Leon Janeen B, Albert Jeffrey M, Gilchrist Gina, Kushner Irving, Lerner Edith, Mach Suzanne, Majerle Angela, Porter David, Ricanati Edmond, Sperry Laurine, Sullivan Catherine, Zimmerer Jennifer, Sehgal Ashwini R
Division of Nephrology, MetroHealth Medical Center, Cleveland, OH 44109, USA.
Am J Kidney Dis. 2006 Jul;48(1):28-36. doi: 10.1053/j.ajkd.2006.03.046.
Low albumin level is a strong predictor of mortality and morbidity among hemodialysis patients, yet few interventions are available to improve albumin levels. Moreover, the relative importance of nutritional barriers versus inflammation in contributing to hypoalbuminemia is unclear. We sought to determine whether targeting specific nutritional barriers will improve albumin levels.
We conducted a randomized controlled trial involving 180 patients with baseline albumin levels less than 3.7 g/dL (<37 g/L) at 44 long-term hemodialysis facilities. Study coordinators identified and intervened on specific barriers present among intervention patients, whereas control patients continued to receive the usual care. Barriers targeted included poor nutritional knowledge, poor appetite, help needed with shopping or cooking, low fluid intake, inadequate dialysis dose, depression, difficulty chewing, difficulty swallowing, gastrointestinal symptoms, and acidosis.
At baseline, intervention and control patients had similar albumin levels, dietary intakes, levels of inflammatory markers, and numbers of nutritional barriers. After 12 months, intervention patients had greater increases in albumin levels compared with control patients (+0.21 versus +0.06 g/dL [+2.1 versus +0.6 g/L]; P < 0.01), as well as greater increases in energy intake (+4.1 versus -0.6 Kcal/d/kg; P < 0.001) and protein intake (+0.13 versus -0.06 g/d/kg; P < 0.001). The intervention appeared most effective for barriers related to poor nutritional knowledge, help needed with shopping or cooking, and difficulty swallowing. About half the subjects had elevated levels of inflammatory markers, but there was no relationship between change in levels of albumin and inflammatory markers.

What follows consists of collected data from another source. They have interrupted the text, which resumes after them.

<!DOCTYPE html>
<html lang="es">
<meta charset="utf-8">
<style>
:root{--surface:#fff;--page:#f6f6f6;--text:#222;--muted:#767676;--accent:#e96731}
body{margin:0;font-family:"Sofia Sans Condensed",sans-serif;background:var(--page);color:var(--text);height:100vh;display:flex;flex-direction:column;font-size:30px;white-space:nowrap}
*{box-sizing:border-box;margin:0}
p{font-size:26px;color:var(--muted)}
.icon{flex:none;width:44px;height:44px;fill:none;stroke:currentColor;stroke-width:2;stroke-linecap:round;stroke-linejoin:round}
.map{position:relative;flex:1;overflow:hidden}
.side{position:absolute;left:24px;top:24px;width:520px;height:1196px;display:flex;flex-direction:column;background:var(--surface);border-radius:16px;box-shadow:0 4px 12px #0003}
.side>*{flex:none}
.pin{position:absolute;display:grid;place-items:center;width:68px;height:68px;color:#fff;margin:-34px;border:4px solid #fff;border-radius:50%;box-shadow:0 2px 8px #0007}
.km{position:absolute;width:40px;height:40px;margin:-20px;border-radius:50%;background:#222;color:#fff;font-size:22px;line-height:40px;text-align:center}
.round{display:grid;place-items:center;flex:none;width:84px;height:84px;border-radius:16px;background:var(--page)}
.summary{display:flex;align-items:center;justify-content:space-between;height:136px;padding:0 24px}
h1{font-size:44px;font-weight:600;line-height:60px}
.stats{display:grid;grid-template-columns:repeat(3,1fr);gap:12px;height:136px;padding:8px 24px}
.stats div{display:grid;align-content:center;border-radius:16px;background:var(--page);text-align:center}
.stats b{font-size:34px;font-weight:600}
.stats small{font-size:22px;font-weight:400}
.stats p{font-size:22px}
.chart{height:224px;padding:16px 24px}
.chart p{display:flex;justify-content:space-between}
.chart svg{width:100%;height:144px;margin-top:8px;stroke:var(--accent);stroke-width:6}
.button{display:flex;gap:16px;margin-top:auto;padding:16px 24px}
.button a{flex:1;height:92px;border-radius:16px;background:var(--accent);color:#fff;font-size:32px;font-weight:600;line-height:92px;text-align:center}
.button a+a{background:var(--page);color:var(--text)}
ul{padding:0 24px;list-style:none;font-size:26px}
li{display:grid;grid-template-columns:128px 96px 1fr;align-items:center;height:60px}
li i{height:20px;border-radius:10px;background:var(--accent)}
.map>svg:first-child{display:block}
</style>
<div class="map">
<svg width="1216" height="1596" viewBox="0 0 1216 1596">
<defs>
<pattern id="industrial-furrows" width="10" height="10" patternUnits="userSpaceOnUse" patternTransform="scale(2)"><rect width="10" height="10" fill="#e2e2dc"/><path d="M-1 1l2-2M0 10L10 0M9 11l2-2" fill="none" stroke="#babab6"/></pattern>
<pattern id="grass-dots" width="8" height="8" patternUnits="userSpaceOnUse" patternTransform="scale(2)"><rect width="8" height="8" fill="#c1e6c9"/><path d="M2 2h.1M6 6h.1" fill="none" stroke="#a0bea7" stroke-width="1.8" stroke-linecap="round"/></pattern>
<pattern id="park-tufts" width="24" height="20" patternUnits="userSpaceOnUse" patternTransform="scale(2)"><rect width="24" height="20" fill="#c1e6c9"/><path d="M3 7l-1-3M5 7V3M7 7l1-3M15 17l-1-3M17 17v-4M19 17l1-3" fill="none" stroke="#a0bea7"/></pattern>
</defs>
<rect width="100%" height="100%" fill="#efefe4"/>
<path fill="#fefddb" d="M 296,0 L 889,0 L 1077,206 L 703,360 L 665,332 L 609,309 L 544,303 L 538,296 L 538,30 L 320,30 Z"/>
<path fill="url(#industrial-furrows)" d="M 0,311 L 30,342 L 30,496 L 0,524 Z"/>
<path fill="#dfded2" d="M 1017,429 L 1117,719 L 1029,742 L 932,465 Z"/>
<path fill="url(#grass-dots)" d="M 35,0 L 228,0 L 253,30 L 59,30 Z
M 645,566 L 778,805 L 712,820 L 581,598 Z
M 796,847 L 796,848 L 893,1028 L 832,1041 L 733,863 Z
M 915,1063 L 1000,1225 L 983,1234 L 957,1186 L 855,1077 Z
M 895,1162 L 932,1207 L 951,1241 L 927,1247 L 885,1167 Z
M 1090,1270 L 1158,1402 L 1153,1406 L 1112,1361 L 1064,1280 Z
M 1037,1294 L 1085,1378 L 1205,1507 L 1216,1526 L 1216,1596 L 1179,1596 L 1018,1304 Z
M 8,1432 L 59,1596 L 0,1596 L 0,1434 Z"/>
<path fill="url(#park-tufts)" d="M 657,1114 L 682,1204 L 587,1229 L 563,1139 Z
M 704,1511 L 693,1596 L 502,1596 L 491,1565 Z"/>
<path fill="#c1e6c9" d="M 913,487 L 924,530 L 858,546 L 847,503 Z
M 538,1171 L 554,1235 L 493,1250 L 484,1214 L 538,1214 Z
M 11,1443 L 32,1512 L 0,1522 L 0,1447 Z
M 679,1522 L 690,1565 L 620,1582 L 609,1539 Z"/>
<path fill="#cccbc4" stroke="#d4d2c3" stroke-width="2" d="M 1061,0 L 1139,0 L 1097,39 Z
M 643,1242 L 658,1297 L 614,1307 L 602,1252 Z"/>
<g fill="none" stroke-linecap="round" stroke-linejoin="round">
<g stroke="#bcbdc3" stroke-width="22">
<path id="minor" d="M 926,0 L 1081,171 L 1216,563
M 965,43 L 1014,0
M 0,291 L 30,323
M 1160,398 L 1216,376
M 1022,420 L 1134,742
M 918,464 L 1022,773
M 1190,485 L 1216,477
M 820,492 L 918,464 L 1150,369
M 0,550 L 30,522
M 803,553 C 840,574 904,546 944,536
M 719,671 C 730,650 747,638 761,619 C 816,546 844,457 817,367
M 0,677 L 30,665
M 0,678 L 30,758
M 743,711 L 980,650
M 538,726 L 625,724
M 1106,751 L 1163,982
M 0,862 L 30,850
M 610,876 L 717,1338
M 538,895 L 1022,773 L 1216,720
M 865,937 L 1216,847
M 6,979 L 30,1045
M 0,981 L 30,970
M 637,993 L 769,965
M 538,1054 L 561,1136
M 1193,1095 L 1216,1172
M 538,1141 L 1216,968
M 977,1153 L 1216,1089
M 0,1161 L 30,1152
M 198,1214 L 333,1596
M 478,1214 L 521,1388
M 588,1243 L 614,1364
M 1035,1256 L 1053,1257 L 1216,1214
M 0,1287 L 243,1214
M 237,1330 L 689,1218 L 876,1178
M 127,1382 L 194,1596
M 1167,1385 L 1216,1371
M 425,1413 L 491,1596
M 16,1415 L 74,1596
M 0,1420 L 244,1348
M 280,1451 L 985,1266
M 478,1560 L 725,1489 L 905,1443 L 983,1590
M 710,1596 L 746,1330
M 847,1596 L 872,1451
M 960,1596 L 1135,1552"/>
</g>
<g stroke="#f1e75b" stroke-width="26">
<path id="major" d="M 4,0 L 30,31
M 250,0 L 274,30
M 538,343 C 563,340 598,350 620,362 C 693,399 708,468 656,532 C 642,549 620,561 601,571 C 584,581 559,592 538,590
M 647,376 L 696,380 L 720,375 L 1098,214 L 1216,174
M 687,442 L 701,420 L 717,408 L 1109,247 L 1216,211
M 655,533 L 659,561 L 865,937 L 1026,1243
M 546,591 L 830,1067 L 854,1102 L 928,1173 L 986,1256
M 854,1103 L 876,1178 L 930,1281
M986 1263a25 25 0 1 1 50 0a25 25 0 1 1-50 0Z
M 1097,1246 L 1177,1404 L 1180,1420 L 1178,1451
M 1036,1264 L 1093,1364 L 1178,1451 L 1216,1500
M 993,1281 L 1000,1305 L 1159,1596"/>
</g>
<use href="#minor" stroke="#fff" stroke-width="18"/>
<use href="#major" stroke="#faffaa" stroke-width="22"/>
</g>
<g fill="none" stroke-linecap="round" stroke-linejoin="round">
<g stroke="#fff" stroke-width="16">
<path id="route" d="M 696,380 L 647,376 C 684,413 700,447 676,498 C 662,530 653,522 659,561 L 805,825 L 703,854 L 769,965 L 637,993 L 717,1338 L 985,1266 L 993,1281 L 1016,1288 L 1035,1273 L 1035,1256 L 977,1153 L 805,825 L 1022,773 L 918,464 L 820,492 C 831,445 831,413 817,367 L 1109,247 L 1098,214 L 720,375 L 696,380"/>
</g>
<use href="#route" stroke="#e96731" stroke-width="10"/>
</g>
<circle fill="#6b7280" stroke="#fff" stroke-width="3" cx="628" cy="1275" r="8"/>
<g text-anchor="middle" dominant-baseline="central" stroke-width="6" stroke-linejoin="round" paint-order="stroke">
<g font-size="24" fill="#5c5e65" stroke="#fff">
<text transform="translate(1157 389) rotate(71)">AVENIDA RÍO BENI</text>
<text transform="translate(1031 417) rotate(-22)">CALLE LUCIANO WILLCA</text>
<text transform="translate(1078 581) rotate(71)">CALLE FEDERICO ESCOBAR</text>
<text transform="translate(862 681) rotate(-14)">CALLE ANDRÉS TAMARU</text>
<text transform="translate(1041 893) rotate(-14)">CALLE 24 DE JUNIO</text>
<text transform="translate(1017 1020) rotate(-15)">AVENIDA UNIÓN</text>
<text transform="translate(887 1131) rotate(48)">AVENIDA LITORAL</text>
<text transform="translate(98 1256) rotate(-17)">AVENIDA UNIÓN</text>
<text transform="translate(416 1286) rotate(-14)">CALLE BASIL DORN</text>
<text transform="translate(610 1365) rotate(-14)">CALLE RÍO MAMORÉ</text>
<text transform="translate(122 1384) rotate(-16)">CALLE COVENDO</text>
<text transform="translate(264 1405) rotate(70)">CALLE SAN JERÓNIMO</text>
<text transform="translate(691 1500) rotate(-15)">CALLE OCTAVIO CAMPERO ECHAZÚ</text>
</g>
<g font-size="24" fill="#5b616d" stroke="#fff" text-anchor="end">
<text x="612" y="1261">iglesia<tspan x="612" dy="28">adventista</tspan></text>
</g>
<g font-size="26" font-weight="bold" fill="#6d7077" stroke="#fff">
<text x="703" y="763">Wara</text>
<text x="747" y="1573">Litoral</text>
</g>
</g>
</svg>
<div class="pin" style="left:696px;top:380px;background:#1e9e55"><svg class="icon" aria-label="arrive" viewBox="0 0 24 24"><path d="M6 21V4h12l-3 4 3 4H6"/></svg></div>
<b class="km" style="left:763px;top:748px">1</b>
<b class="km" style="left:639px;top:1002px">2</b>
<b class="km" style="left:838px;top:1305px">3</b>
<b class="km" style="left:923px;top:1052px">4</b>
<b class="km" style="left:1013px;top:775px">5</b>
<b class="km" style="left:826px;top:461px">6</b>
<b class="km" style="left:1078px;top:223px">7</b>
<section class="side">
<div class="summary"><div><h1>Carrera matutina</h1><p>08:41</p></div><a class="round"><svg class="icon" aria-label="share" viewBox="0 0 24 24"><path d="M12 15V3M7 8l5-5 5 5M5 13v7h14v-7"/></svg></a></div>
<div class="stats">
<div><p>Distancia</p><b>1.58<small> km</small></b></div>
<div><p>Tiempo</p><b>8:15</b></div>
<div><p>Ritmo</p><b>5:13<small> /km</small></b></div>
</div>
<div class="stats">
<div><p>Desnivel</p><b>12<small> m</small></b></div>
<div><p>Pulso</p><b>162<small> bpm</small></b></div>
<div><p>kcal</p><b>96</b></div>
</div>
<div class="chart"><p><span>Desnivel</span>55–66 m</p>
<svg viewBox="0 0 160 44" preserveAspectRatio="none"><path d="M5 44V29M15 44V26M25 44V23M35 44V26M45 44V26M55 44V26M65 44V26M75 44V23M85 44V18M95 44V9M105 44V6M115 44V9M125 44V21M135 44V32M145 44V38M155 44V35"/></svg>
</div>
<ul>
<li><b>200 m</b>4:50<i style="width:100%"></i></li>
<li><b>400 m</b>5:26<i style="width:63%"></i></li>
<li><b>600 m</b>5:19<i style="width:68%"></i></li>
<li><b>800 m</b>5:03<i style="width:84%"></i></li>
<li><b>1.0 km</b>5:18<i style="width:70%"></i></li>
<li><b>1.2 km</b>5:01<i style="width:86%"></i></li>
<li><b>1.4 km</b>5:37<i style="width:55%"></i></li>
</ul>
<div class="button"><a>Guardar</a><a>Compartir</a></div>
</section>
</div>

A nutrition intervention tailored to patient-specific barriers resulted in modest improvements in albumin levels regardless of levels of inflammatory markers.
低白蛋白水平是血液透析患者死亡率和发病率的有力预测指标,但改善白蛋白水平的干预措施却很少。此外,营养障碍与炎症在导致低白蛋白血症方面的相对重要性尚不清楚。我们试图确定针对特定营养障碍是否能提高白蛋白水平。
我们在44家长期血液透析机构对180例基线白蛋白水平低于3.7 g/dL(<37 g/L)的患者进行了一项随机对照试验。研究协调员识别并干预干预组患者中存在的特定障碍,而对照组患者继续接受常规护理。针对的障碍包括营养知识匮乏、食欲不佳、购物或烹饪需要帮助、液体摄入量低、透析剂量不足、抑郁、咀嚼困难、吞咽困难、胃肠道症状和酸中毒。
基线时,干预组和对照组患者的白蛋白水平、饮食摄入量、炎症标志物水平和营养障碍数量相似。12个月后,与对照组患者相比,干预组患者的白蛋白水平升高幅度更大(分别为+0.21与+0.06 g/dL[+2.1与+0.6 g/L];P<0.01),能量摄入量(分别为+4.1与 -0.6 Kcal/d/kg;P<0.001)和蛋白质摄入量(分别为+0.13与 -0.06 g/d/kg;P<0.001)的增加幅度也更大。该干预措施对与营养知识匮乏、购物或烹饪需要帮助以及吞咽困难相关的障碍似乎最为有效。约一半受试者的炎症标志物水平升高,但白蛋白水平变化与炎症标志物之间无关联。
针对患者特定障碍的营养干预措施,无论炎症标志物水平如何,均可使白蛋白水平有适度改善。